■ EXERCISE DESCRIPTION ■
Using the records below, filter out every line that lacks "пути" and copy the rest.

■ DATA SHOWN ■
______________________________

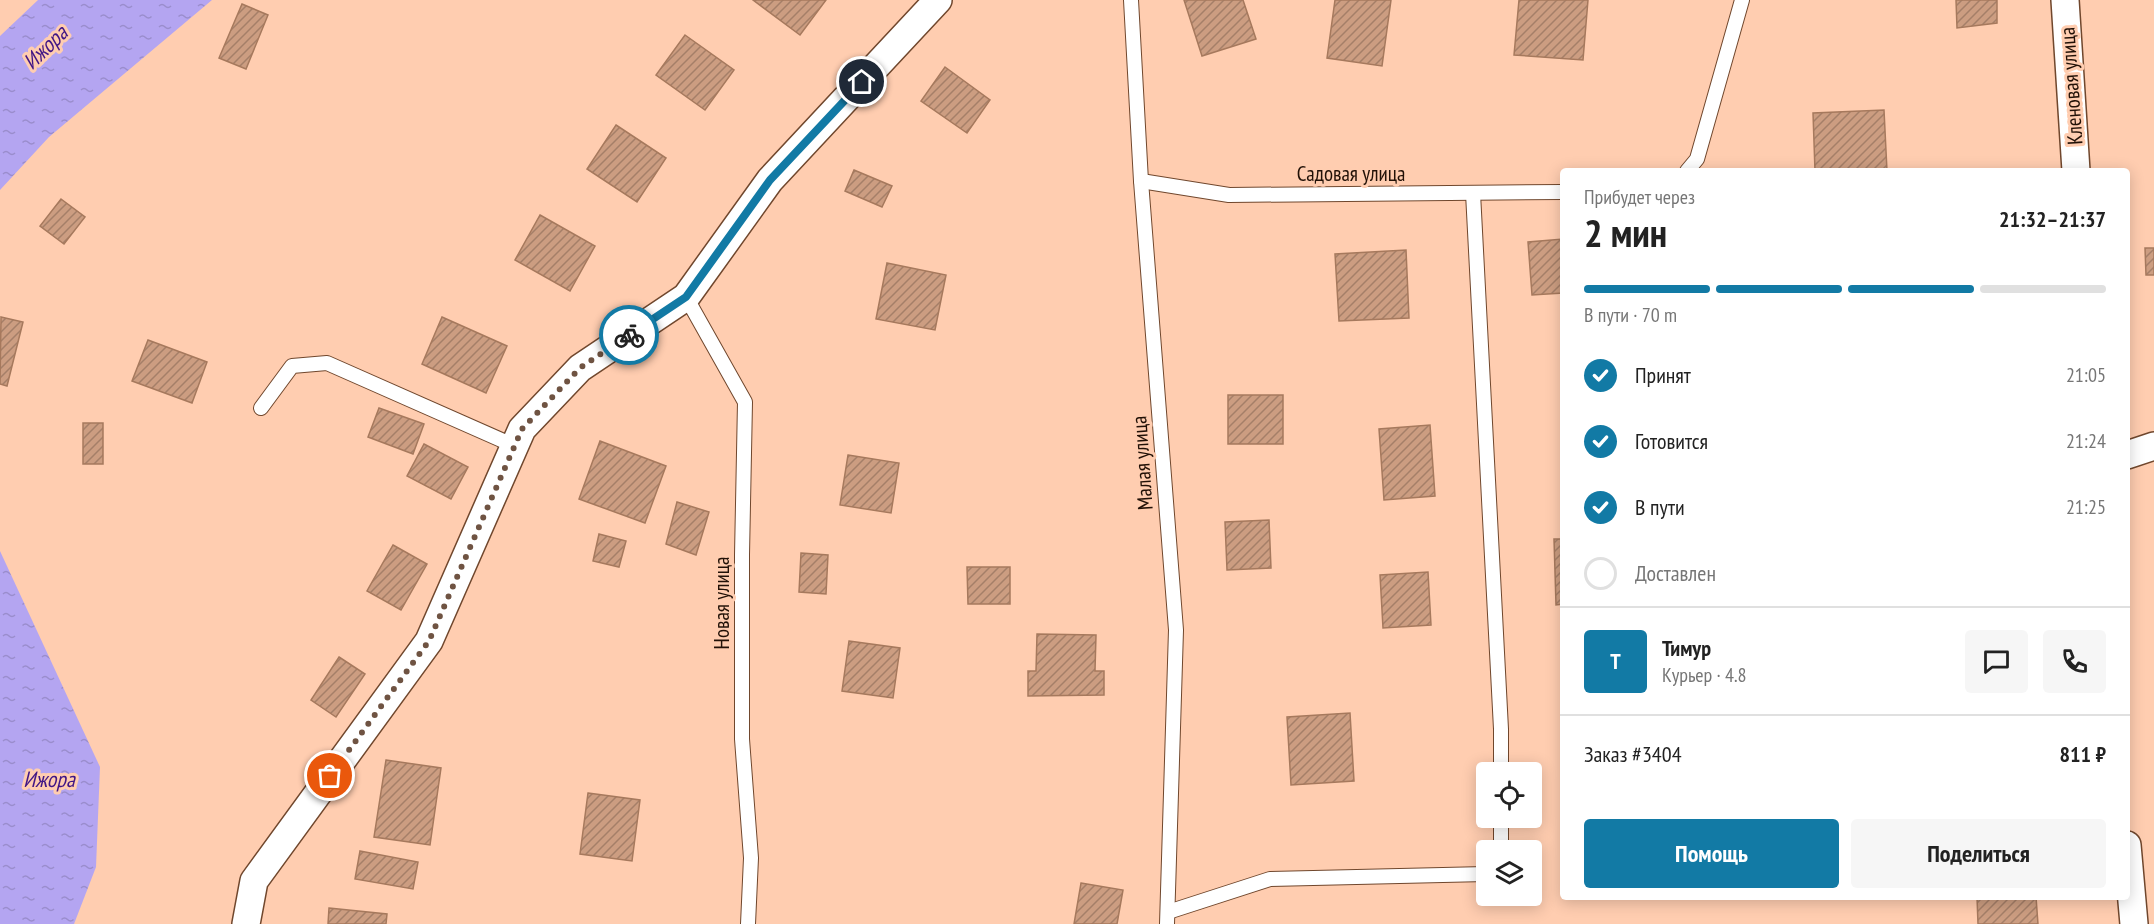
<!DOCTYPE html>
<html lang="ru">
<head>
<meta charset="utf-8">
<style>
  :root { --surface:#fff; --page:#f6f6f6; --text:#222; --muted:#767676; --line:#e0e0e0; --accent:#127aa5 }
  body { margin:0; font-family:"PT Sans Narrow",sans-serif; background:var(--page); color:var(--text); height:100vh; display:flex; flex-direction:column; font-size:22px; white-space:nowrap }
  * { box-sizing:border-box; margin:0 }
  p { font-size:20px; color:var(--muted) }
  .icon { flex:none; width:33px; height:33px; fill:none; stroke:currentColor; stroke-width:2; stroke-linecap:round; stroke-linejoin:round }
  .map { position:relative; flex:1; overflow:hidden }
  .details { position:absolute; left:1560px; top:168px; width:570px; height:732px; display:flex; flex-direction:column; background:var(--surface); border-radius:6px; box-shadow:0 3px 15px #0003 }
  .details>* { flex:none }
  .buttons { position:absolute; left:1476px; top:762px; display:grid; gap:12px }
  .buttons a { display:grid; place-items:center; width:66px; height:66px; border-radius:6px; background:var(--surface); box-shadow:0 3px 15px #0003; font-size:30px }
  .pin { position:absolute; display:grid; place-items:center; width:51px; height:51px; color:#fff; margin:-26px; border:3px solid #fff; border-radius:50%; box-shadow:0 2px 6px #0007 }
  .courier { position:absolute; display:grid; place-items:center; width:60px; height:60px; margin:-30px; border:4px solid #127aa5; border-radius:50%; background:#fff; color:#222; box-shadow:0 2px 8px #0007 }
  .headline em { font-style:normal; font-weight:800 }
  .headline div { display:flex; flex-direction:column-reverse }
  .headline { display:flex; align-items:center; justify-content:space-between; height:102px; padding:0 24px }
  h1 { font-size:39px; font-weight:800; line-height:45px }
  .bar { display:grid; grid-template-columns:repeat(4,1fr); gap:9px 6px; align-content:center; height:72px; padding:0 24px }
  .bar i { height:8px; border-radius:4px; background:var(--line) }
  .bar .current { background:var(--accent) }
  .bar p { grid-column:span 4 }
  .line { display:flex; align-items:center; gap:15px; padding:0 24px; border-top:2px solid var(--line) }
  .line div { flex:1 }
  .round { display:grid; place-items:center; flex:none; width:63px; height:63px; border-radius:6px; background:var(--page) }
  ol { padding:0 24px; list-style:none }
  li { display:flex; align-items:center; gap:18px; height:66px }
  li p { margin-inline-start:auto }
  li .icon { padding:6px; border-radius:50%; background:var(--accent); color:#fff; stroke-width:4 }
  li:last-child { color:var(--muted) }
  li i { width:33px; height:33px; border:3px solid var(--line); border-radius:50% }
  .action { display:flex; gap:12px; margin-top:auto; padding:12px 24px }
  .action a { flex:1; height:69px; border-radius:6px; background:var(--accent); color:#fff; font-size:24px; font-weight:800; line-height:69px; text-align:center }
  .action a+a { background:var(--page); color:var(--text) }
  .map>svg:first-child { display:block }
</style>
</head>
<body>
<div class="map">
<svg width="2154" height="924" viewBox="0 0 2154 924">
  <defs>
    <pattern id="water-ripples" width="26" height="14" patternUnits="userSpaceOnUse" patternTransform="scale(1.5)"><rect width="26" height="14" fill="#b4a5f1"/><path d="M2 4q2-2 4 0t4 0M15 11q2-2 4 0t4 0" fill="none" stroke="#9a8dcd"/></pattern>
    <pattern id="building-hatch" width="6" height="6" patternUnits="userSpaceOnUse" patternTransform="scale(1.5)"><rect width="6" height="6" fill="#cc9d81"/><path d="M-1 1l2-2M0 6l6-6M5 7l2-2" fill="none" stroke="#a57f68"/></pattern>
  </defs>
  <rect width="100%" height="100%" fill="#ffcdb0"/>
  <g fill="url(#water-ripples)">
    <polygon points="38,0 212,0 49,137 0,190 0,36"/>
    <polygon points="0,551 100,767 96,867 74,924 0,924"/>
  </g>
  <g fill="url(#building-hatch)" stroke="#a6795d" stroke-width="1.5">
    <polygon points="753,0 826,0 800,35"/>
    <polygon points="1184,0 1243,0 1256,39 1202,56"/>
    <polygon points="1335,0 1391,0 1382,66 1327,58"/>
    <polygon points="1519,0 1588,0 1583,60 1514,55"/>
    <polygon points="1956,0 1997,0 1997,23 1957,28"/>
    <polygon points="242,4 268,15 246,69 219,58"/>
    <polygon points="685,35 734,70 705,110 656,75"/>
    <polygon points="945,67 990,100 967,133 921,101"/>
    <polygon points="1884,110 1887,171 1815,171 1813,113"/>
    <polygon points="616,125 666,158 637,202 587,169"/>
    <polygon points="854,170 892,186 882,207 845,191"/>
    <polygon points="61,199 85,217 64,244 40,226"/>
    <polygon points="540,215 595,246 570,291 515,260"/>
    <polygon points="1563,239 1563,293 1532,295 1528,242"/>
    <polygon points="2145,248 2154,248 2154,275 2146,275"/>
    <polygon points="1406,250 1409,318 1339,321 1335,254"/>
    <polygon points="887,263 946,275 935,330 876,319"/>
    <polygon points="1,317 23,322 7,386 0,384"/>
    <polygon points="442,317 507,346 486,393 422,364"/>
    <polygon points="148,340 207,362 192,403 132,381"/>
    <rect x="1228" y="395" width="55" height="49"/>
    <polygon points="379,408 424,424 413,454 368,437"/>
    <rect x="83" y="423" width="20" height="41"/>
    <polygon points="1430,425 1435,496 1384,500 1379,429"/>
    <polygon points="600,441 666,466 645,523 579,499"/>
    <polygon points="424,444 468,467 451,499 407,476"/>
    <polygon points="848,455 899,463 891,513 840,505"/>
    <polygon points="677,502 709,512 696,555 666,544"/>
    <polygon points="1269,520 1271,568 1227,570 1225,522"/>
    <polygon points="599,534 626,541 619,567 593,561"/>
    <polygon points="1554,539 1563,539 1563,604 1556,605"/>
    <polygon points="393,545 427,564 401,610 367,591"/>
    <polygon points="801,553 828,555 826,594 799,592"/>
    <polygon points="967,567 1010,567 1010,604 968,604"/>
    <polygon points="1428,572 1431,625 1383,628 1380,575"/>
    <polygon points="1037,634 1096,635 1095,671 1104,671 1104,695 1028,696 1028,671 1036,671"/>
    <polygon points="849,641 900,648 893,698 842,691"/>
    <polygon points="339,657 365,674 336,717 311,700"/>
    <polygon points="1350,713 1354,781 1291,785 1287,717"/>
    <polygon points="386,760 441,768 430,845 374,837"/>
    <polygon points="588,793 640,800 632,861 580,854"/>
    <polygon points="360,851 418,862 413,889 355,879"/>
    <polygon points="1081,883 1123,890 1117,924 1074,924"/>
    <polygon points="1977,897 2036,897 2038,924 1978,924"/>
    <polygon points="329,908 387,914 386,924 328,924"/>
  </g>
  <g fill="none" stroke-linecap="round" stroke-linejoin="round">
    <defs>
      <g id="lane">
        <polyline points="1131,0 1141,181 1176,630 1167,924"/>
        <polyline points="1687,171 1697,159 1742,0"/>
        <polyline points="1141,181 1229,195 1563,192"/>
        <polyline points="1473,193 1501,729 1501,772"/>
        <polyline points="686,297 745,402 742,555 742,739 751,858 748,924"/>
        <polyline points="261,408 292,366 327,363 515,446"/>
        <polyline points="1501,850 1501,818"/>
        <polyline points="1168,912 1270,879 1486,874"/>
      </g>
      <g id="street">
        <polyline points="2065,0 2076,171"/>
        <polyline points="2127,455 2154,446"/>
        <polyline points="2127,845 2134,924"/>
        <polyline points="246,924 254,881 429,641 522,429 580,368 686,297 770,180 938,0"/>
      </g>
    </defs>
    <use href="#lane" stroke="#70472d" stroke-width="16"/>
    <use href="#street" stroke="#70472d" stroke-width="30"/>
    <use href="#lane" stroke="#fff" stroke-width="14"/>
    <use href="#street" stroke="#fff" stroke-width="27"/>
  </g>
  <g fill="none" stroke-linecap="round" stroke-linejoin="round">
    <polyline stroke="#6f5342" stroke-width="6" stroke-dasharray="0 10.8" points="330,776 429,641 522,429 580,368 629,335"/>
    <polyline stroke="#127aa5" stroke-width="8" points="629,335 686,297 770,180 862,82"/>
  </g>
  <g text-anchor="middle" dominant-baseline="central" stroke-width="6" stroke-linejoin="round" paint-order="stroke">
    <g font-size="21" fill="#221107" stroke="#ffcdb0">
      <text transform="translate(2071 86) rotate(-94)">Кленовая улица</text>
      <text x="1351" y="173">Садовая улица</text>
      <text transform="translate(1142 463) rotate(-94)">Малая улица</text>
      <text transform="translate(721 603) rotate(-90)">Новая улица</text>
    </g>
    <g font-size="22" font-style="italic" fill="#411685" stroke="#ffcdb0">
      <text transform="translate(45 47) rotate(-44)">Ижора</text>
      <text x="49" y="779">Ижора</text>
    </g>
  </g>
</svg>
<div class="buttons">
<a><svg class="icon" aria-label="locate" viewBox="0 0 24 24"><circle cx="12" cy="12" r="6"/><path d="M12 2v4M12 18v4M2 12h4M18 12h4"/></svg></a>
<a><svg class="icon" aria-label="layers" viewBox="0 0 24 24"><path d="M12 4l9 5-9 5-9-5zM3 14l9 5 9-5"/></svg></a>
</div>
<div class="pin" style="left:330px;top:776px;background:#ea580c"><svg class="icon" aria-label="bag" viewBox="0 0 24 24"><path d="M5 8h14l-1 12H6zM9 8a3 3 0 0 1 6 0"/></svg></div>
<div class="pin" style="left:862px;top:82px;background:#1f2937"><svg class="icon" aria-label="home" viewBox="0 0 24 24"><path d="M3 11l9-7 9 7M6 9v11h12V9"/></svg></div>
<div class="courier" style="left:629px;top:335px"><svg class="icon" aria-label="bike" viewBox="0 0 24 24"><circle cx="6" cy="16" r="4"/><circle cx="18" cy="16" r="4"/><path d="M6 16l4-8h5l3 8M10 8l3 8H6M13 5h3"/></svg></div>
<section class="details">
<div class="headline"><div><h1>2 мин</h1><p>Прибудет через</p></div><em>21:32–21:37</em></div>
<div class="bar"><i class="current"></i><i class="current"></i><i class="current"></i><i></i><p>В пути · 70 m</p></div>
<ol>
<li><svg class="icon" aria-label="check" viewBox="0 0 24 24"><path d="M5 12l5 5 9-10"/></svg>Принят<p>21:05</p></li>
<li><svg class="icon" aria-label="check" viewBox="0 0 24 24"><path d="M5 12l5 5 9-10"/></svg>Готовится<p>21:24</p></li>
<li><svg class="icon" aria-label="check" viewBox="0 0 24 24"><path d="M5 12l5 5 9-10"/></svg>В пути<p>21:25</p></li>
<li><i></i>Доставлен</li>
</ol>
<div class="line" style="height:108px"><b class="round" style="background:var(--accent);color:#fff">Т</b><div><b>Тимур</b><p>Курьер · 4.8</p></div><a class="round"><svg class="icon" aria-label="chat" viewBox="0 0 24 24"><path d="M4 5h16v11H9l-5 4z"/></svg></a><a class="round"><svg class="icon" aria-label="phone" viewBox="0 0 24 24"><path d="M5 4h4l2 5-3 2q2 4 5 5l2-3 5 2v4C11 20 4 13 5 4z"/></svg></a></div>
<div class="line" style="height:78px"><div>Заказ #3404</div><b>811 ₽</b></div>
<div class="action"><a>Помощь</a><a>Поделиться</a></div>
</section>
</div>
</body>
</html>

______________________________

■ ANSWER BELOW ■
<div class="bar"><i class="current"></i><i class="current"></i><i class="current"></i><i></i><p>В пути · 70 m</p></div>
<li><svg class="icon" aria-label="check" viewBox="0 0 24 24"><path d="M5 12l5 5 9-10"/></svg>В пути<p>21:25</p></li>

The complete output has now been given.